The Protecting the Right to Organize Act passed the US House (225-206) this year and is now in the Senate where it’s expected to have a rougher time. 

“The union push in Bessemer gathered the attention of sports stars, politicians and celebrities,” says NPR. “Actor Danny Glover, a group of House Democrats and longtime Amazon critic Sen. Bernie Sanders came to visit. Black Lives Matter organizers stood in solidarity.”

Media like Business Insider, went to great lengths to describe the union’s efforts as an “historic push”, playing up celebrity participation from actors like Glover, Late Night host Jimmy Fallon.

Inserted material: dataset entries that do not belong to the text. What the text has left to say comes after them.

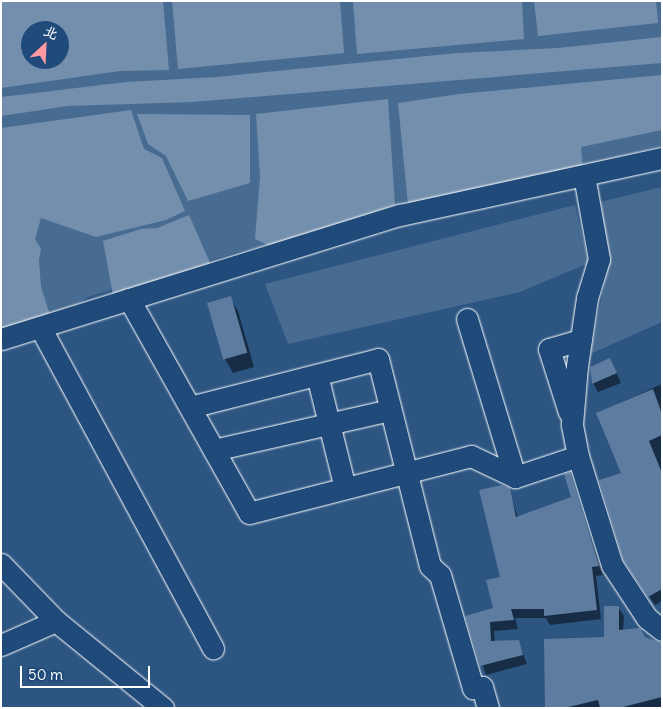 <!DOCTYPE html>
<html>
<head>
<meta charset="utf-8">
<style>
	body { margin:0 }
	#map { position:relative; width:663px; height:709px; overflow:hidden; background:#2c5582; font-family:Delius,"LXGW WenKai TC",sans-serif }
	div>[style] { position:absolute }
	[style*='--x'] { left:calc(var(--x)*1px); top:calc(var(--y)*1px); width:calc(var(--w)*1px); rotate:calc(var(--a)*1deg) }
	.green>* { inset:0; background:#486b92 }
	.water>* { inset:0; background:#748fad }
	.shadow>* { inset:0; background:#0007 }
	.building>* { inset:0; background:#5e7c9f; transform-origin:0 0 }
	.roads { filter:drop-shadow(0 0 1px #fff) drop-shadow(0 0 1px #fff) }
	.minor>* { height:21px; margin:-10.5px; padding:0 10.5px; transform-origin:10.5px; border-radius:10.5px; background:#1f4a7a }
	span { translate:-50% -50%; white-space:nowrap; text-align:center; line-height:1.15; -webkit-text-stroke:4px #1f4a7a; paint-order:stroke }
	.frame { position:absolute; inset:0; border:2px solid #fff; pointer-events:none }
	.north { position:absolute; left:20px; top:20px; width:50px; height:50px; box-sizing:border-box; background:#1f4a7a; border:1px solid #7992af; border-radius:50%; rotate:25deg; font-size:14px; font-weight:700; line-height:20px; text-align:center; color:#fff }
	.north::after { content:''; display:block; margin:auto; width:18px; height:22px; background:#ff9aa2; clip-path:polygon(50% 0,100% 100%,50% 72%,0 100%) }
	.scale { position:absolute; left:20px; top:666px; width:130px; height:22px; box-sizing:border-box; border:2px solid #fff; border-top:0; padding-left:6px; font-size:15px; line-height:18px; white-space:nowrap; color:#fff; -webkit-text-stroke:4px #1f4a7a; paint-order:stroke }
</style>
</head>
<body>
<div id="map">
	<div class="green">
		<div style="clip-path:polygon(evenodd,1px 1px,662px 1px,662px 146px,235px 253px,88px 297px,29px 337px,1px 347px,1px 1px,30px 30px,60px 30px,60px 60px,30px 60px,30px 30px)"></div>
		<div style="clip-path:polygon(662px 187px,662px 322px,590px 354px,608px 267px,600px 202px)"></div>
		<div style="clip-path:polygon(575px 205px,589px 263px,520px 292px,288px 344px,265px 284px)"></div>
	</div>
	<div class="water">
		<div style="clip-path:polygon(evenodd,1px 1px,163px 1px,169px 70px,120px 71px,1px 88px,1px 1px,30px 30px,60px 30px,60px 60px,30px 60px,30px 30px)"></div>
		<div style="clip-path:polygon(172px 1px,340px 1px,344px 53px,178px 69px)"></div>
		<div style="clip-path:polygon(353px 1px,522px 1px,524px 39px,357px 54px)"></div>
		<div style="clip-path:polygon(534px 1px,656px 1px,658px 23px,538px 36px)"></div>
		<div style="clip-path:polygon(662px 37px,662px 63px,193px 102px,68px 106px,1px 116px,1px 97px,18px 95px,126px 82px,217px 77px,457px 53px,558px 48px)"></div>
		<div style="clip-path:polygon(662px 75px,662px 130px,581px 147px,583px 168px,408px 204px,398px 103px,459px 94px)"></div>
		<div style="clip-path:polygon(388px 99px,395px 205px,270px 246px,255px 239px,260px 177px,256px 114px)"></div>
		<div style="clip-path:polygon(131px 110px,144px 149px,162px 158px,185px 211px,166px 220px,96px 237px,41px 218px,35px 239px,41px 249px,39px 260px,41px 287px,50px 315px,1px 333px,1px 128px)"></div>
		<div style="clip-path:polygon(137px 114px,250px 115px,250px 183px,188px 201px,166px 156px,148px 144px)"></div>
		<div style="clip-path:polygon(189px 215px,211px 265px,113px 295px,103px 241px,141px 229px,157px 228px)"></div>
	</div>
	<div class="shadow">
		<div style="clip-path:polygon(230px 298px,238px 311px,254px 367px,233px 373px,225px 359px,209px 304px)"></div>
		<div style="clip-path:polygon(615px 369px,621px 383px,598px 392px,593px 383px)"></div>
		<div style="clip-path:polygon(662px 384px,662px 601px,655px 605px,630px 569px,622px 474px,598px 413px)"></div>
		<div style="clip-path:polygon(569px 473px,603px 575px,596px 576px,601px 619px,550px 625px,546px 618px,515px 618px,518px 629px,494px 631px,495px 642px,518px 641px,527px 664px,486px 675px,467px 617px,495px 609px,501px 578px,509px 489px,518px 518px,573px 498px)"></div>
		<div style="clip-path:polygon(618px 607px,624px 616px,623px 631px,662px 645px,662px 708px,547px 708px,605px 639px)"></div>
	</div>
	<div class="building">
		<div style="left:231px;top:296px;width:59px;height:25px;rotate:74deg"></div>
		<div style="clip-path:polygon(610px 358px,617px 373px,592px 384px,590px 367px)"></div>
		<div style="clip-path:polygon(653px 389px,662px 414px,662px 435px,649px 441px,662px 473px,662px 589px,648px 597px,623px 560px,599px 480px,621px 473px,596px 413px)"></div>
		<div style="clip-path:polygon(570px 472px,599px 566px,592px 567px,597px 610px,544px 616px,544px 609px,511px 609px,514px 620px,490px 622px,491px 641px,519px 640px,523px 655px,480px 666px,465px 616px,493px 608px,486px 580px,500px 577px,479px 490px,502px 485px,510px 488px,516px 517px,571px 497px,564px 474px)"></div>
		<div style="clip-path:polygon(604px 606px,619px 606px,619px 630px,640px 628px,645px 637px,662px 643px,662px 697px,619px 708px,600px 708px,598px 700px,564px 708px,545px 708px,544px 639px,604px 637px)"></div>
	</div>
	<div class="roads">
		<div class="minor">
			<div style="--x:129;--y:299;--w:245;--a:60.7"></div>
			<div style="--x:249;--y:513;--w:229;--a:-14.4"></div>
			<div style="--x:471;--y:456;--w:49;--a:25.5"></div>
			<div style="--x:515;--y:477;--w:66;--a:-18.4"></div>
			<div style="--x:578;--y:456;--w:33;--a:-101"></div>
			<div style="--x:572;--y:424;--w:58;--a:-85.1"></div>
			<div style="--x:577;--y:366;--w:69;--a:-81.6"></div>
			<div style="--x:587;--y:298;--w:41;--a:-72.9"></div>
			<div style="--x:599;--y:259;--w:84;--a:-100.2"></div>
			<div style="--x:467;--y:319;--w:165;--a:73.1"></div>
			<div style="--x:40;--y:327;--w:365;--a:61.7"></div>
			<div style="--x:1;--y:339;--w:418;--a:-17.3"></div>
			<div style="--x:400;--y:215;--w:268;--a:-12.3"></div>
			<div style="--x:317;--y:375;--w:116;--a:76.1"></div>
			<div style="--x:190;--y:407;--w:194;--a:-14.3"></div>
			<div style="--x:378;--y:359;--w:213;--a:75.9"></div>
			<div style="--x:430;--y:566;--w:13;--a:42"></div>
			<div style="--x:440;--y:575;--w:118;--a:73.7"></div>
			<div style="--x:473;--y:688;--w:9;--a:-6"></div>
			<div style="--x:482;--y:687;--w:22;--a:74"></div>
			<div style="--x:569;--y:412;--w:66;--a:-107.6"></div>
			<div style="--x:549;--y:349;--w:33;--a:-16"></div>
			<div style="--x:214;--y:450;--w:180;--a:-12.8"></div>
			<div style="--x:578;--y:456;--w:114;--a:72.7"></div>
			<div style="--x:612;--y:565;--w:64;--a:56.6"></div>
			<div style="--x:647;--y:618;--w:19;--a:39"></div>
			<div style="--x:1;--y:564;--w:79;--a:46"></div>
			<div style="--x:56;--y:621;--w:138;--a:39.1"></div>
			<div style="--x:1;--y:645;--w:60;--a:-23.6"></div>
		</div>
	</div>
	<div class="frame"></div>
	<div class="north">北</div>
	<div class="scale">50 m</div>
</div>
</body>
</html>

Other media quoted Rebecca Givan, a labor studies professor at Rutgers University, Senator Elizabeth Warren (D-Mass.), Nicholas Goldberg, of the Los Angeles Times and Labor movement researcher Erin Hatton. 

Perhaps, soon, they’ll figure out that they’d be better off listening to one of the workers who opposed unionization. 

“The things that Amazon already offers are things that most unions have to fight for: paid time off, vacation, medical, dental, vision,” concluded J.C. Thompson, a process assistant at the plant who voted against unionizing. “We already have basically everything, in my opinion.”

Except the one thing East Coast elites need most: A union.